Adjusting for important risk factors simultaneously, this study suggested that certain preoperative characteristics may increase or decrease the likelihood, depending on the characteristic, of refractive surgery candidates to report significant clinical visual symptoms with Intacs inserts.

摘要

目的

评估近视患者植入Intacs微型薄型处方插入物屈光手术后,潜在风险因素和视觉性能指标与临床视觉症状自我报告之间的关系。

设计

回顾性非随机对照研究。

参与者/干预措施:患者参与了美国食品药品监督管理局的III期KeraVision前瞻性临床试验。

主要观察指标

根据术后24个月内自我报告的视觉症状和/或取出Intacs插入物的请求,将研究参与者(n = 263)回顾性地分为三个结果组之一。通过多变量逻辑回归评估结果组在视力、屈光不正、角膜形态、角膜地形图、术前矫正镜片类型和人口统计学变量方面的差异。

结果

术前平均角膜曲率>45屈光度(D)的临床试验参与者(调整优势比[OR],0.43;95%置信区间[CI],0.21,0.85,P = 0.02),显性屈光散光为0.75 D或1.00 D(调整OR,0.52;95%CI,0.25,1.08,P = 0.08),测量的未矫正视力比各自睫状肌麻痹屈光不正预测的视力好≥2行(调整OR,0.39;95%CI,0.14,1.12,P = 0.08)和/或曾佩戴软性隐形眼镜(调整OR,0.58;95%CI,0.32,1.04,P = 0.07),报告使用Intacs插入物术后临床视觉症状的可能性较小。

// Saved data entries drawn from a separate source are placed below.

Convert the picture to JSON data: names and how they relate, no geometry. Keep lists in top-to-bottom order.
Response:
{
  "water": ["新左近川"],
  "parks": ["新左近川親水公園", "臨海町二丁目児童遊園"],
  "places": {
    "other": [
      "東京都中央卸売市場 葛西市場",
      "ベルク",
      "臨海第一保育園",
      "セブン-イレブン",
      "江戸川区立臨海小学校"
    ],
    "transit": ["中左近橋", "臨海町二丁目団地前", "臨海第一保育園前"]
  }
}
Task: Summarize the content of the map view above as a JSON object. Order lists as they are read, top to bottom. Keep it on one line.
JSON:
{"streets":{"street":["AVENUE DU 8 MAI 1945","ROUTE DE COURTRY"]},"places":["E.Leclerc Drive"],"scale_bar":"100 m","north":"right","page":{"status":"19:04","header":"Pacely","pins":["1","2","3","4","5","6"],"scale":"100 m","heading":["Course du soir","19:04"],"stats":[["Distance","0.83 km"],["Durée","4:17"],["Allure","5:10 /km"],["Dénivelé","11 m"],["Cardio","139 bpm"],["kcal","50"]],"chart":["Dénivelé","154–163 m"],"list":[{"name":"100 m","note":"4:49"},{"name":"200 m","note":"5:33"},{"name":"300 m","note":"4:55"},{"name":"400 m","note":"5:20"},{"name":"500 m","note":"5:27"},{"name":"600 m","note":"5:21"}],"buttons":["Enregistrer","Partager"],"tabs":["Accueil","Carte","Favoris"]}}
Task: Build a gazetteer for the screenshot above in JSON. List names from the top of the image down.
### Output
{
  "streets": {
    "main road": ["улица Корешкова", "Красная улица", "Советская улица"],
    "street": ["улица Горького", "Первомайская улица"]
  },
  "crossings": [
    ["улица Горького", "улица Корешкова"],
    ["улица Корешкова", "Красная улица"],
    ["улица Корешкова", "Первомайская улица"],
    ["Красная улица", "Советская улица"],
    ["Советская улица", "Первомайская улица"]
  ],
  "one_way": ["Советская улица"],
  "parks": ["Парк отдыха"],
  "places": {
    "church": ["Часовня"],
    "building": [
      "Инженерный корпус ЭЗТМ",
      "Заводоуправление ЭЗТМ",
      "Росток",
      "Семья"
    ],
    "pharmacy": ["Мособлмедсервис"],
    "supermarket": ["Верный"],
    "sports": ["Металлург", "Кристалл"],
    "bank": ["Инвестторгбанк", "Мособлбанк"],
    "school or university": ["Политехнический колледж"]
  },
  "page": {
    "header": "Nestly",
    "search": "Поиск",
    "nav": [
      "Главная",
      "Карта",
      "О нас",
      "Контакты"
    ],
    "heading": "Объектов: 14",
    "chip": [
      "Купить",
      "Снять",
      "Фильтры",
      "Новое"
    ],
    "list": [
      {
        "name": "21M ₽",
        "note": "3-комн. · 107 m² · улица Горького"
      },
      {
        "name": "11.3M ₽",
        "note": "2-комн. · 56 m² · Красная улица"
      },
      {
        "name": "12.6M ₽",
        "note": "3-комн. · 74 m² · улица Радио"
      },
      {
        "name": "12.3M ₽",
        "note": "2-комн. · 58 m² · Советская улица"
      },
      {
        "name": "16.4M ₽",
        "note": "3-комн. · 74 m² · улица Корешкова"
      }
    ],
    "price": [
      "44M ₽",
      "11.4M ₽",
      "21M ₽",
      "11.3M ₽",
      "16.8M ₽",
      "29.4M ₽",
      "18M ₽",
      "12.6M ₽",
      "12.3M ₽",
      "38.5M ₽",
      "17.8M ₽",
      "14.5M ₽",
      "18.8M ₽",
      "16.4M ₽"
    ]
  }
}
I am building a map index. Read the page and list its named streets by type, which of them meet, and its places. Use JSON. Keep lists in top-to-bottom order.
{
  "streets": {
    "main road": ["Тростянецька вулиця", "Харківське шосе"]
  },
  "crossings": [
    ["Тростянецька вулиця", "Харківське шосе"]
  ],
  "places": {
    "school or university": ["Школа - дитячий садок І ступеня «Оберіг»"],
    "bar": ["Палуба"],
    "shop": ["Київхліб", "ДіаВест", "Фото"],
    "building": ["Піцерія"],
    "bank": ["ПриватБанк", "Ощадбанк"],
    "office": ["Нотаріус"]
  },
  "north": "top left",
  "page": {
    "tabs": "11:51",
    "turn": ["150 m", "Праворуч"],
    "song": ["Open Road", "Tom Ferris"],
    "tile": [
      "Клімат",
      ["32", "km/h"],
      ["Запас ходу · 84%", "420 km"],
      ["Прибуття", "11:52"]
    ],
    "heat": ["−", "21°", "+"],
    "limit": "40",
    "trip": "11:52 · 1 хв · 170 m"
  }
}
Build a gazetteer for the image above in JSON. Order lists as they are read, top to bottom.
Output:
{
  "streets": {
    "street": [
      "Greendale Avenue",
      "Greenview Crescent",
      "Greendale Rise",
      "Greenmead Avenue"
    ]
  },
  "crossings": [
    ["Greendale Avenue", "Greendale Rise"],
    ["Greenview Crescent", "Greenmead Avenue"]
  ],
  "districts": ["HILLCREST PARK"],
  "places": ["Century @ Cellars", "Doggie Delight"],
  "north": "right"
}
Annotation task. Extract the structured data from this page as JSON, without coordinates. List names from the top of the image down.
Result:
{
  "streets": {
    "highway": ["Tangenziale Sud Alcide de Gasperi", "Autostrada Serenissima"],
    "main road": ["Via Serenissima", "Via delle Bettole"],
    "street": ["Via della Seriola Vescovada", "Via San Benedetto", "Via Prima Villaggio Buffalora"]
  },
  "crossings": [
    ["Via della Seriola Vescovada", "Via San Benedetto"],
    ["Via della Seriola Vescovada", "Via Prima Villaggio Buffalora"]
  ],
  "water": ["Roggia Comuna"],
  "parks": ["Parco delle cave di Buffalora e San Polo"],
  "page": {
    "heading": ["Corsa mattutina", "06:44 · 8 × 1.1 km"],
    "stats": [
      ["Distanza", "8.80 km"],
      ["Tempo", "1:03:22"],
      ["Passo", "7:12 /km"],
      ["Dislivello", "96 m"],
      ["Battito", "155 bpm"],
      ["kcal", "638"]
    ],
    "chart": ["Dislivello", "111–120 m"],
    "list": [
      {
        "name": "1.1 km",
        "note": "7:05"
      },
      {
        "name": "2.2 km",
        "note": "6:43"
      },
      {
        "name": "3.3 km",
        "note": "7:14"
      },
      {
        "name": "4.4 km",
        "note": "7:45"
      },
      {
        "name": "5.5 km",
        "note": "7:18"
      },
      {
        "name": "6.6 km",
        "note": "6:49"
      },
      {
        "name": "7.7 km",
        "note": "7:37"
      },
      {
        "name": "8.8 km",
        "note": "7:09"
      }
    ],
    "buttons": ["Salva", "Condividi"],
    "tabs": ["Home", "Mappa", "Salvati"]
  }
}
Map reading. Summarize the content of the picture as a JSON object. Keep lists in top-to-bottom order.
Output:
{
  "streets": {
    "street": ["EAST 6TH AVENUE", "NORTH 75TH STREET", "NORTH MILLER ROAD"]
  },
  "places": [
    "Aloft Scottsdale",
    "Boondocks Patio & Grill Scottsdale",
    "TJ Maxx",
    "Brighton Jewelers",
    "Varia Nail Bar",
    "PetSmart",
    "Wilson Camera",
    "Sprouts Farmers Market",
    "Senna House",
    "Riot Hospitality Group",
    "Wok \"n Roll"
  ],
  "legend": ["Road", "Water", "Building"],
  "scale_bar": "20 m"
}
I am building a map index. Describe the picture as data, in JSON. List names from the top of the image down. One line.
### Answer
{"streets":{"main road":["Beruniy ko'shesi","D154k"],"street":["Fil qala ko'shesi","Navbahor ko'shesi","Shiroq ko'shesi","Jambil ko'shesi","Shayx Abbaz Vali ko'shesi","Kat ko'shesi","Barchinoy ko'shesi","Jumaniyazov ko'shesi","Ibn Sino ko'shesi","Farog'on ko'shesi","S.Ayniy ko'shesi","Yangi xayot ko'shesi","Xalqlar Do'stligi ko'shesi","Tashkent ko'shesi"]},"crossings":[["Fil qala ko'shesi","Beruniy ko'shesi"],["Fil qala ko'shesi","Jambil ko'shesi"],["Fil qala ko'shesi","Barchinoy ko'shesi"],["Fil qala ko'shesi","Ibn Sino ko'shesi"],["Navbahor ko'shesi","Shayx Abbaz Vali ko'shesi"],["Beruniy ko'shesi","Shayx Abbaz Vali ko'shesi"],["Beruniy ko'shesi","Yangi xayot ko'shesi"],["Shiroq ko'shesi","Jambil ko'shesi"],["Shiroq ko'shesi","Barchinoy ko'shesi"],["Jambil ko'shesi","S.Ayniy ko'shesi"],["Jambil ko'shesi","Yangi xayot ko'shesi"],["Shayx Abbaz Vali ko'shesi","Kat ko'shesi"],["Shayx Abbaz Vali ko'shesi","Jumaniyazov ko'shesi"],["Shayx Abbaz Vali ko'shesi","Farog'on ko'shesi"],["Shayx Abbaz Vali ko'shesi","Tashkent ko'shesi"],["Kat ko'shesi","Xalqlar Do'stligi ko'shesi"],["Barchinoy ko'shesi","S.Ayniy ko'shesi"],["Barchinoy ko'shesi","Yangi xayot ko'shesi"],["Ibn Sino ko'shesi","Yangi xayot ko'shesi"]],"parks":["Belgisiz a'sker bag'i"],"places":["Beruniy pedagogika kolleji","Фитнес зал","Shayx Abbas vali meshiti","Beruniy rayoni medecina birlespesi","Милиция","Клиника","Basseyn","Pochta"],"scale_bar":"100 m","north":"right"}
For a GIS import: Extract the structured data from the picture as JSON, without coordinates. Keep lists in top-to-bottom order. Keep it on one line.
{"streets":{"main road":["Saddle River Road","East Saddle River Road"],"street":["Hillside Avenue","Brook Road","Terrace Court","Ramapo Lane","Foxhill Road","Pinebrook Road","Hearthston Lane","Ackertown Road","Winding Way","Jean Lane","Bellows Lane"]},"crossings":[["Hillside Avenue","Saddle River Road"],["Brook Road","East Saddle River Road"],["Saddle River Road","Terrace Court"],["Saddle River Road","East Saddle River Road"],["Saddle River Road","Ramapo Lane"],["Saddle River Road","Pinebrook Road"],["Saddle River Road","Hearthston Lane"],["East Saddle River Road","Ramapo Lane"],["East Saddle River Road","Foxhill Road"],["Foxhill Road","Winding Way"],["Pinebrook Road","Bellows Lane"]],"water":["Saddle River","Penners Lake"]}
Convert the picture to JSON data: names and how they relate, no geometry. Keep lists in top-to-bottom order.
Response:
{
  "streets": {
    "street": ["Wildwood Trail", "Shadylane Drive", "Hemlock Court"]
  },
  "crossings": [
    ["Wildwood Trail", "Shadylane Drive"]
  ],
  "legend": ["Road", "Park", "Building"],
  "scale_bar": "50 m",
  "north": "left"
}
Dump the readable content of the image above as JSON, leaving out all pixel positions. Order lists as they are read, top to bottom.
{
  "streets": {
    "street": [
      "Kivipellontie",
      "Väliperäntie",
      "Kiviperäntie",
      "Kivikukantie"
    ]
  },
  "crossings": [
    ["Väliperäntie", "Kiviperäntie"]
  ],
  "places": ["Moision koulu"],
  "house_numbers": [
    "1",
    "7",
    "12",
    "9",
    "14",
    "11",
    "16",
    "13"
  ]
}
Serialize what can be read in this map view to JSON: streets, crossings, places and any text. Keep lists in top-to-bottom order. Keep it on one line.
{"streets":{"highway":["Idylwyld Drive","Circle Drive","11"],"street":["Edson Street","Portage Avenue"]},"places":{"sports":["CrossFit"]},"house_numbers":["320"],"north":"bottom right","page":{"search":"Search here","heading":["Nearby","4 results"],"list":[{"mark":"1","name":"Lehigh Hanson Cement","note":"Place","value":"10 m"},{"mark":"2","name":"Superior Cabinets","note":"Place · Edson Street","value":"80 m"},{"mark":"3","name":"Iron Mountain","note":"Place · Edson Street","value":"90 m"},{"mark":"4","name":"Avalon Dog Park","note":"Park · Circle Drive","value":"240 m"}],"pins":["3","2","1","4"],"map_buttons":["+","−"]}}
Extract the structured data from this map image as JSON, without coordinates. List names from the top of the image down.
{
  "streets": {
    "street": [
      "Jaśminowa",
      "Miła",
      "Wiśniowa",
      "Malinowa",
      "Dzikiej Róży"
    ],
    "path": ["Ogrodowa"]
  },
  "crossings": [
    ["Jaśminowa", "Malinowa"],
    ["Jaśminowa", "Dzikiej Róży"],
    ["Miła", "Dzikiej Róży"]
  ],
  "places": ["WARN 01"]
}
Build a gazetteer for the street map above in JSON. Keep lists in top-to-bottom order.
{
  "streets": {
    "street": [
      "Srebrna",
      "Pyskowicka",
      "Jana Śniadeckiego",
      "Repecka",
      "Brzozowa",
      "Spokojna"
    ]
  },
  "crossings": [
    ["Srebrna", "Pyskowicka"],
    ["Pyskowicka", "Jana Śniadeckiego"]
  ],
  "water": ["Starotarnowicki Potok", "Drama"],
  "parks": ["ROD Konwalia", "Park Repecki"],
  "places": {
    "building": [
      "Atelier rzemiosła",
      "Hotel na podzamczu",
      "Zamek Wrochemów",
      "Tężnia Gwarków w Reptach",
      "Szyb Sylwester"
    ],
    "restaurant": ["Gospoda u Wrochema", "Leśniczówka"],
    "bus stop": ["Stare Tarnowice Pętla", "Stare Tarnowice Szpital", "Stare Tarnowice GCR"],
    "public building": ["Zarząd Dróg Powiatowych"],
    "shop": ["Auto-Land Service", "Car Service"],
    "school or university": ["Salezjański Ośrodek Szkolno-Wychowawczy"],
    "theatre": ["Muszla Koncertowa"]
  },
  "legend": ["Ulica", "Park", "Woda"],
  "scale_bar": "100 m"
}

术后每增加0.50 D的等效散焦,临床视觉症状和取出Intacs插入物请求的风险大约增加一倍(粗OR,1.86;95%CI,1.39,2.48,P = 0.00)。在控制术后散焦和重要的术前风险因素后,报告有明显临床视觉症状的受试者术前未矫正视力比各自睫状肌麻痹屈光不正预测的视力差的可能性更大(调整OR,1.84;95%CI,0.98,3.42,P = 0.06)。中瞳孔直径≥6.5 mm时,报告临床视觉症状的风险增加(调整OR,1.76;95%CI,0.96,3.24,P = 0.07)。在报告术后临床视觉症状的患者组中,122例中有71例(58%)在24个月时停止报告这些症状。

结论

同时调整重要风险因素后,本研究表明,某些术前特征可能会增加或降低屈光手术候选者使用Intacs插入物报告明显临床视觉症状的可能性,具体取决于特征。